Thursday 25 October 2012

Towards Developing Critical Thinking Skills in Young Learners

This is a summary of a webinar hosted by Cambridge English Teacher and presented by Herbert Puchta on October 10th, 2012.

The 'attention-grabbing' approach to teaching

Even very young children are able to think, attend and remember, but their thinking, attending and memory are very reactive.  Children growing up today are subjected to sensory overload constantly.  Television, for example, is fast-paced, loud, full of movement, and has colourful, constantly changing scenes.  As a result, today's youngsters have very short attention spans.

'Reactive learners' need fast-paced, sensory bombardment to learn even very simple information.  This leads to the teacher being an entertainer which is totally exhausting.

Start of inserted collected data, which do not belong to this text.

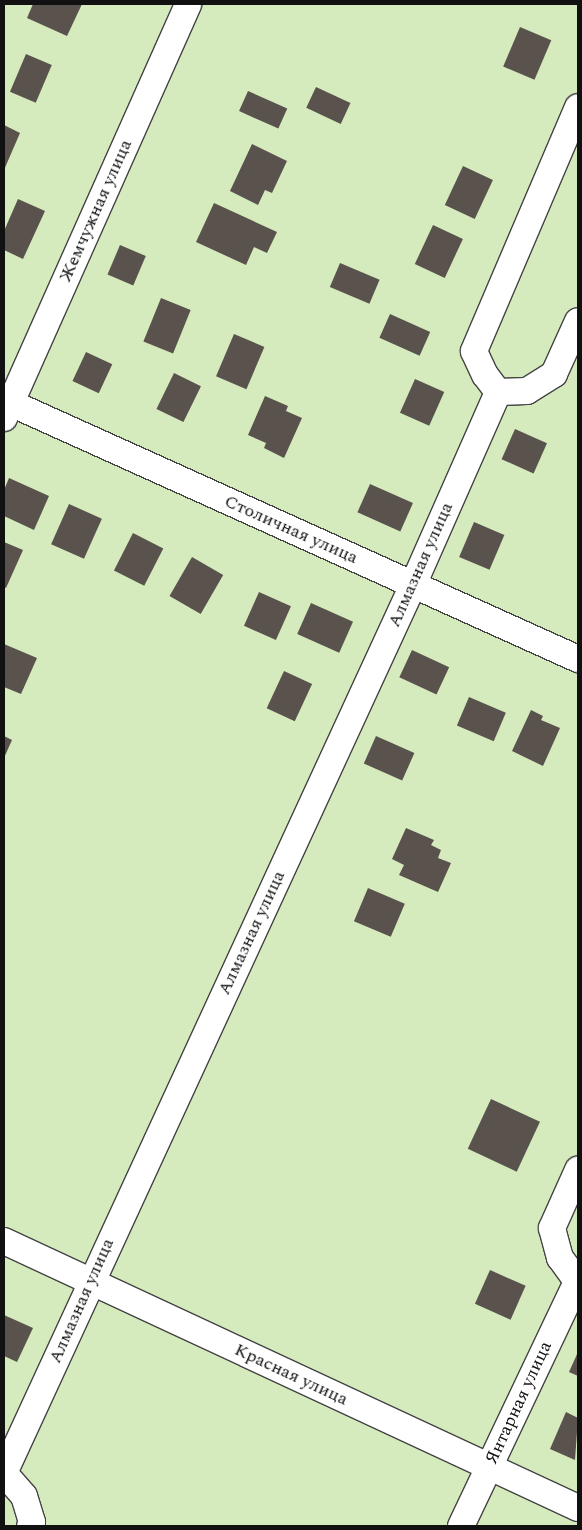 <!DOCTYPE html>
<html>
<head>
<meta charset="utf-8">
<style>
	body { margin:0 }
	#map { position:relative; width:582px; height:1530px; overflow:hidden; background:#fffdf5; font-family:Spectral,serif }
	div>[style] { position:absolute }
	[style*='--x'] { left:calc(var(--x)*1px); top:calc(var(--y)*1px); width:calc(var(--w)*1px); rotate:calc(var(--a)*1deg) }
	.green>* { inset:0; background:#d5ebbd; transform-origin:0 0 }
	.building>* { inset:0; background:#5a524d; transform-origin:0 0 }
	.roads { filter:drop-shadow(1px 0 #444) drop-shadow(-1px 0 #444) drop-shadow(0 1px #444) drop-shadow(0 -1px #444) }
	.minor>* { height:26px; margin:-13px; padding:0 13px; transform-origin:13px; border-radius:13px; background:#fff }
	span { translate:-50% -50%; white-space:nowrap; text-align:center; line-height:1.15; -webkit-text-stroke:5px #fff; paint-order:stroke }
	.street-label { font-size:18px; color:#111 }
	.frame { position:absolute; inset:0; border:5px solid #111; pointer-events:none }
</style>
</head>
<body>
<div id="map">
	<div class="green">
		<div style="left:4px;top:4px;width:574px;height:1522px"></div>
	</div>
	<div class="building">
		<div style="clip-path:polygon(33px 4px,82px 4px,67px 36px,27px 18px)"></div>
		<div style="left:520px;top:27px;width:34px;height:43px;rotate:23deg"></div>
		<div style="left:26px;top:54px;width:28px;height:41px;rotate:23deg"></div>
		<div style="left:316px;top:87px;width:38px;height:23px;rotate:25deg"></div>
		<div style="left:248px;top:91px;width:43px;height:22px;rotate:24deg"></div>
		<div style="clip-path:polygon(4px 125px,20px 133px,4px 170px)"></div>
		<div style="clip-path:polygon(252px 144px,287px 161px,272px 193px,265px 190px,258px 205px,230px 191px)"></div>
		<div style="left:463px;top:166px;width:33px;height:43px;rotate:25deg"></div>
		<div style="clip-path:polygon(18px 199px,45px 211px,23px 259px,4px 250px,4px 231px)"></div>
		<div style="clip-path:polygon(214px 203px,277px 232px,267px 253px,254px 247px,246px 265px,196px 242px)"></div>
		<div style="left:433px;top:225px;width:33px;height:43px;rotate:25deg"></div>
		<div style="left:120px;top:245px;width:28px;height:32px;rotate:23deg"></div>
		<div style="left:340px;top:263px;width:43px;height:26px;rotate:23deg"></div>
		<div style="left:161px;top:298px;width:32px;height:47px;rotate:22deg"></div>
		<div style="left:390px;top:314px;width:44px;height:26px;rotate:24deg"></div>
		<div style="left:234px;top:334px;width:33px;height:46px;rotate:23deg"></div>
		<div style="left:86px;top:352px;width:29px;height:32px;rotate:25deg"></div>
		<div style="left:174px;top:373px;width:30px;height:40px;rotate:26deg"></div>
		<div style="left:415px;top:379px;width:32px;height:37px;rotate:24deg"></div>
		<div style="clip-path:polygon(265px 396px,288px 406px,286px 411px,302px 418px,284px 458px,264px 448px,266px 443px,248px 435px)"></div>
		<div style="left:515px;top:429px;width:35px;height:33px;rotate:24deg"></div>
		<div style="clip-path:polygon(9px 478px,49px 496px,34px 530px,4px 516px,4px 490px)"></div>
		<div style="left:370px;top:484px;width:47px;height:31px;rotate:24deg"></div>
		<div style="left:69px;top:504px;width:36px;height:44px;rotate:24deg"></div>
		<div style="left:474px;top:522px;width:33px;height:38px;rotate:23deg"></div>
		<div style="left:133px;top:533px;width:34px;height:42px;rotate:27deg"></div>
		<div style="clip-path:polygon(4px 542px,23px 550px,6px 588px,4px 587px)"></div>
		<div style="left:192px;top:557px;width:36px;height:45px;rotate:30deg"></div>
		<div style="left:259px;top:592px;width:35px;height:37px;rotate:24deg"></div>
		<div style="left:311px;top:603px;width:46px;height:34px;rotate:24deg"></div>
		<div style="clip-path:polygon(4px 644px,37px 658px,21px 694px,4px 687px)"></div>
		<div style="left:412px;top:650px;width:41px;height:30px;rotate:25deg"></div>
		<div style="left:284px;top:671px;width:31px;height:41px;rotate:25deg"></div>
		<div style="left:469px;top:697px;width:40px;height:31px;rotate:23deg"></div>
		<div style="clip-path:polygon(531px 710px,543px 716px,541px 720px,560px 728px,543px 766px,512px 751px)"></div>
		<div style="clip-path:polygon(4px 736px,12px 740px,4px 758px)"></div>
		<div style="left:376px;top:736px;width:42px;height:30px;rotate:24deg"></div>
		<div style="clip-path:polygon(406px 828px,434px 840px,431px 845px,441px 850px,438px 858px,451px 863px,438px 892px,399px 875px,404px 865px,392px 859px)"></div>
		<div style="left:368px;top:888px;width:40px;height:36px;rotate:23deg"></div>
		<div style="left:491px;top:1099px;width:54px;height:55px;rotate:25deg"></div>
		<div style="left:490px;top:1270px;width:39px;height:37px;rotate:24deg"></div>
		<div style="clip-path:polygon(4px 1315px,33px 1328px,17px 1362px,4px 1356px)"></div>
		<div style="clip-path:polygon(578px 1352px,578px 1376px,569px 1372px)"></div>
		<div style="clip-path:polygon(566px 1412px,578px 1418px,575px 1460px,550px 1449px)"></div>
	</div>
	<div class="roads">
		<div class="minor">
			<div style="--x:498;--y:392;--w:29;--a:-2"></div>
			<div style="--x:527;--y:391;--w:32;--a:-32"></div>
			<div style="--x:554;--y:374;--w:58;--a:-65.6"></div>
			<div style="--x:4;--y:400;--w:630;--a:24.29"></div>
			<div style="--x:4;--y:418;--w:453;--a:-66"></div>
			<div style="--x:4;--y:1241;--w:633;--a:24.95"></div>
			<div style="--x:577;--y:1281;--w:29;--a:-126"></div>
			<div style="--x:560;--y:1258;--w:31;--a:-105"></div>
			<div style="--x:552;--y:1228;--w:64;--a:-65.9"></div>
			<div style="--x:4;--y:1473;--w:978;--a:-65.27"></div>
			<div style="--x:413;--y:585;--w:211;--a:-66.2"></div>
			<div style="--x:498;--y:392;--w:21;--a:-127"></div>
			<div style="--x:485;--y:375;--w:26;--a:-115"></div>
			<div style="--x:474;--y:351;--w:265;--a:-66.9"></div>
			<div style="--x:4;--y:1473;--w:30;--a:49"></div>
			<div style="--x:24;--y:1496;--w:27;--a:73"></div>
			<div style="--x:32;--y:1522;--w:4;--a:117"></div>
			<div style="--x:461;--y:1526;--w:272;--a:-64.6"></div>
		</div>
	</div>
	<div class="street-label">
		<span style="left:96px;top:211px;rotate:-66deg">Жемчужная улица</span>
		<span style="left:291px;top:530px;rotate:24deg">Столичная улица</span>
		<span style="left:421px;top:565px;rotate:-66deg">Алмазная улица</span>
		<span style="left:252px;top:933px;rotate:-65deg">Алмазная улица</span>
		<span style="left:82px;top:1301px;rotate:-66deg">Алмазная улица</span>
		<span style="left:291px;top:1375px;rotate:25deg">Красная улица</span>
		<span style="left:519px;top:1403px;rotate:-65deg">Янтарная улица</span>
	</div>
	<div class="frame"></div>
</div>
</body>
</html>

Learning as a 'self-directed activity'
  • Children increasingly learn to direct their attention, memory and problem-solving skills on their own.
  • Children gradually take more and more responsibility for their own learning.
  • Children acquire the mental tools to help them think better.
So,
  • Tools of the mind (mental/cognitive tools) help to extend a child's cognitive capabilities.
  • Tools of the mind reduce the workload for the teacher.

Why teach thinking skills?
  • Children need to face the challenges of a changing and unpredictable world.
  • They need problem-solving and decision-making skills to meet unexpected problems and tackle them.
  • School curricula tend to promote systematic, error-free learning - correct answers, assimilation of facts, teacher's assessment.


The importance of divergent thinking

Divergent thinking (as opposed to convergent thinking) is extremely important - students need to learn that there is not necessarily one right answer.  You can teach this by asking questions like:

Write down as many different uses as you can think of for:
  • a button
  • a brick
  • a blanket
Here, you are encouraging children to think outside the box.

What does critical thinking involve?
  • Working out whether or not we believe what we see or hear.
  • Finding out whether something is true.
  • Arguing one's case.
  • Identifying when we need more information.
  • Selecting information for a specific purpose.
There is always a connection between critical thinking and creative thinking.  Both are higher order thinking skills.

Problem solving cycle
  1. Gather and organise information
  2. Define the problem
  3. Generate approaches to solve the problem
  4. Make an action plan
  5. Monitor, check, evaluate
  6. Communicate solutions
  7. Transfer the problem solving skills learned to other problems
What thinking skills can we teach at the same time as we are teaching language?

A typology of thinking skills areas to be taught with EFL for young learners
  • Making comparisons
  • Categorising
  • Sequencing
  • Focusing attention
  • Memorising
  • Exploring space
  • Exploring time
  • Exploring numbers
  • Creating associations
  • Cause and effect
  • Making decisions
  • Solving problems
  • Creative thinking
Practical examples

1.  Where's Tom?
This is an example from Herbert Puchta and Marion William's book 'Teaching Young Learners to Think'.

It focuses on the 'exploring space' skill.  To develop this skill, students need:
  • a reference system to understand and control the space they live in.
  • a sense of position, distance, direction, proximity and dimensions.
  • the ability to imagine a change in position.  This is necessary for hypothetical thinking - the ability to imagine another viewpoint.
2.  Cars and bicycles

Draw a Venn diagram and ask the question:

What is the same and what is different between this pair of objects?
Examples:    car and bicycle
                   tree and flower
                   chair and table
                   banana and pineapple

The focus here is obviously on the skill of making comparisons, the basic building block of decision making.  This kind of activity can be introduced at beginner level.  Simply asking the question, 'What colour's my jacket?', for example, activates language, but it doesn't require any thinking on the part of the respondent.  As teachers, we need to encourage thinking.

3.  Missing information

Give three texts - three party invitations, for example, - each one with a missing piece of information (time, place, date, etc.).  Students have to work out what is missing rather than the more usual task of answering questions on what is there.

4.  Listen and imagine

Tell students to close their eyes and then play them a piece of music.  Then ask them to draw a picture inspired by the music or write down a list of words they would associate with it.  They then have to explain their picture or choice of words to a partner or small group.

Here, we are encouraging creative thinking, which, as we have already heard, is an integral part of critical thinking.

5. Cause and effect

Give students a statement and ask them if there is a cause and effect relationship in it.  For example,

Jane doesn't play any musical instruments.  Therefore, she isn't a musician.

This kind of task is suitable for intermediate level students.  They have to question whether or not there is enough information to establish a cause and effect relationship.  If not, what other information is needed?  The attention to detail required here is a great exercise for students.

To conclude:

Quoting Vygotsky's model:

Learning moves away from the goal of getting the answer correct to getting the answer correct because a specific process was used to get the answer.